Let's be careful in making statements relating to costs.

The statement "Wind turbine and solar panel prices ... have fallen dramatically" is easily misleading. Compared to 5 or 10 years ago, the cost of wind turbines is substantially higher today. True, prices may have fallen in the last year or two due to overall economic conditions, but that doesn't change the big-picture situation. If you do some research, I think you'll find that power purchase agreements being signed today for wind energy are at rates substantially higher than those of 5 years ago. This is hardly the scenario that the "fallen dramatically" statement leads the reader to expect.

The statement "[w]ith subsidies, the resulting energy sources are becoming more and more competitive" is laughable. It's rather obvious that if you subsidize something that is uncompetitive, it will appear to be less costly. That hardly makes it competitive. This is like putting a fresh coat of paint on rotting wood; the underlying wood is still lousy.

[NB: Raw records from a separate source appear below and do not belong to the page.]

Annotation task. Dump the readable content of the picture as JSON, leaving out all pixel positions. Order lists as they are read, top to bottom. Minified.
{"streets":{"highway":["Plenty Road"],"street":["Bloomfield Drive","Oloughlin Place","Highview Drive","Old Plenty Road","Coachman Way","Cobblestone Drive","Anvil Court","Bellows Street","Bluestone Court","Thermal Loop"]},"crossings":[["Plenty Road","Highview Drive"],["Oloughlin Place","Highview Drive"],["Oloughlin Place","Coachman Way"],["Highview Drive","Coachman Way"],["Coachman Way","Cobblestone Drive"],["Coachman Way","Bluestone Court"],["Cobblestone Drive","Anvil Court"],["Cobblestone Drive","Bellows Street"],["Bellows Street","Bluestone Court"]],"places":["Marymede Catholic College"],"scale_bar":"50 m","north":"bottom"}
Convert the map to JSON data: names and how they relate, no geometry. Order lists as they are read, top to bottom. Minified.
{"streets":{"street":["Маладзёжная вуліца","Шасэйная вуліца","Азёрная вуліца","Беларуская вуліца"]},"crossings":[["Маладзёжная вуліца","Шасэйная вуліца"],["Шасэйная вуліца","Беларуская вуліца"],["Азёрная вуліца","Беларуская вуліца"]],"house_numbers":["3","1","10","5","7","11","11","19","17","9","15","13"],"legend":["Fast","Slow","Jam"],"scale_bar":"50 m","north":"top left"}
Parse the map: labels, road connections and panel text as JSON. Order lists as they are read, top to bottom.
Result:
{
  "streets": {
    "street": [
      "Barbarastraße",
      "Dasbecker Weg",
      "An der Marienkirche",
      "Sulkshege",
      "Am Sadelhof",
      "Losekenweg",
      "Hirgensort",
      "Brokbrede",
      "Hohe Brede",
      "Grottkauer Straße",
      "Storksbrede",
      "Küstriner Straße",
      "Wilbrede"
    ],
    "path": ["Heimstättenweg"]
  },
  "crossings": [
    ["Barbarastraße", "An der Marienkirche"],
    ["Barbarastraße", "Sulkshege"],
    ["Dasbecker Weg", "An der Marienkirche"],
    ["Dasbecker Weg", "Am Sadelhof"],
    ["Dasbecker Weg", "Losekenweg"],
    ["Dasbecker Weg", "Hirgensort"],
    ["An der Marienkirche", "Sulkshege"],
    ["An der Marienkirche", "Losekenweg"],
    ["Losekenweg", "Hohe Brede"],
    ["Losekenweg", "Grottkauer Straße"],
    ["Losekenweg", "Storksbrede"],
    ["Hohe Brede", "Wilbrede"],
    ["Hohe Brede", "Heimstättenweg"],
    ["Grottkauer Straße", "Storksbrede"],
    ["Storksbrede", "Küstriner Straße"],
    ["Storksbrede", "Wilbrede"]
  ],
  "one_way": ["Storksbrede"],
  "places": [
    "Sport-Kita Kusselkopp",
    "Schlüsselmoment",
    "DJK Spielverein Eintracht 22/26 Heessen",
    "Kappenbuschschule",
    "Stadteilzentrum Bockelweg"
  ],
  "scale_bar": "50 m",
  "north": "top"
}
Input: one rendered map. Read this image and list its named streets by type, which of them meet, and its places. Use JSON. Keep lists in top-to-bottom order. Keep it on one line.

Finally, it should be noted that the matter of renewables' "competitiveness" is rather irrelevant when renewable energy mandates are enacted. Relative prices will determine which renewable sources get implemented, but their cost compared to conventional sources is not relevant. That's why it makes no sense to subsidize certain forms of energy production when mandates exist. The subsidies do not increase the amount of production; rather, they just reduce the apparent cost of complying with the mandates. That reduction in apparent cost is of course just a cost shift onto another party -- typically the taxpayer.

Richard (Rick) Gonzalez, P.E.
Chief Engineer, Transmission Planning
Excel Engineering, Inc.

The problem with both a national RPS and those in the various states is a) they overheat demand and drive prices UP (counter to their stated goals) and b) there is no offering of proof (for projects) that they achieve any of the policy goals that justify market intervention to begin with. Increasingly, technical analysis shows (some or many) renewable projects INCREASE costs and fuel consumption and emissions.

Thomas Tanton
President, T2 & Associates
Sr. Fellow, Energy Studies, Pacific Research Institute

Growing the Green Evolution - February 05, 2010

Thanks to all who have written in to express their views for today's Growing the Green Evolution. Sorry for the impersonal response . too many to notes to do so. The responses are constructive with about half concluding the story makes real sense and the other half telling us that we are off base. I've asked Jim Vess to sort through and pick those that add value to the discussion. As always, we try to be fair and honest -- and appreciate very much your participation in our forum, particularly if the responses are able to give us all even greater insights. - Ken

Your article is very timely.

Just yesterday, while doing some research for a course module on electric power economics, I found the attached EIA report on the levelized cost of various generation resources. It appears that gas combined cycle generation is the least cost. From the numbers, it appears that several renewable generation resources have a long way to go to compete with gas.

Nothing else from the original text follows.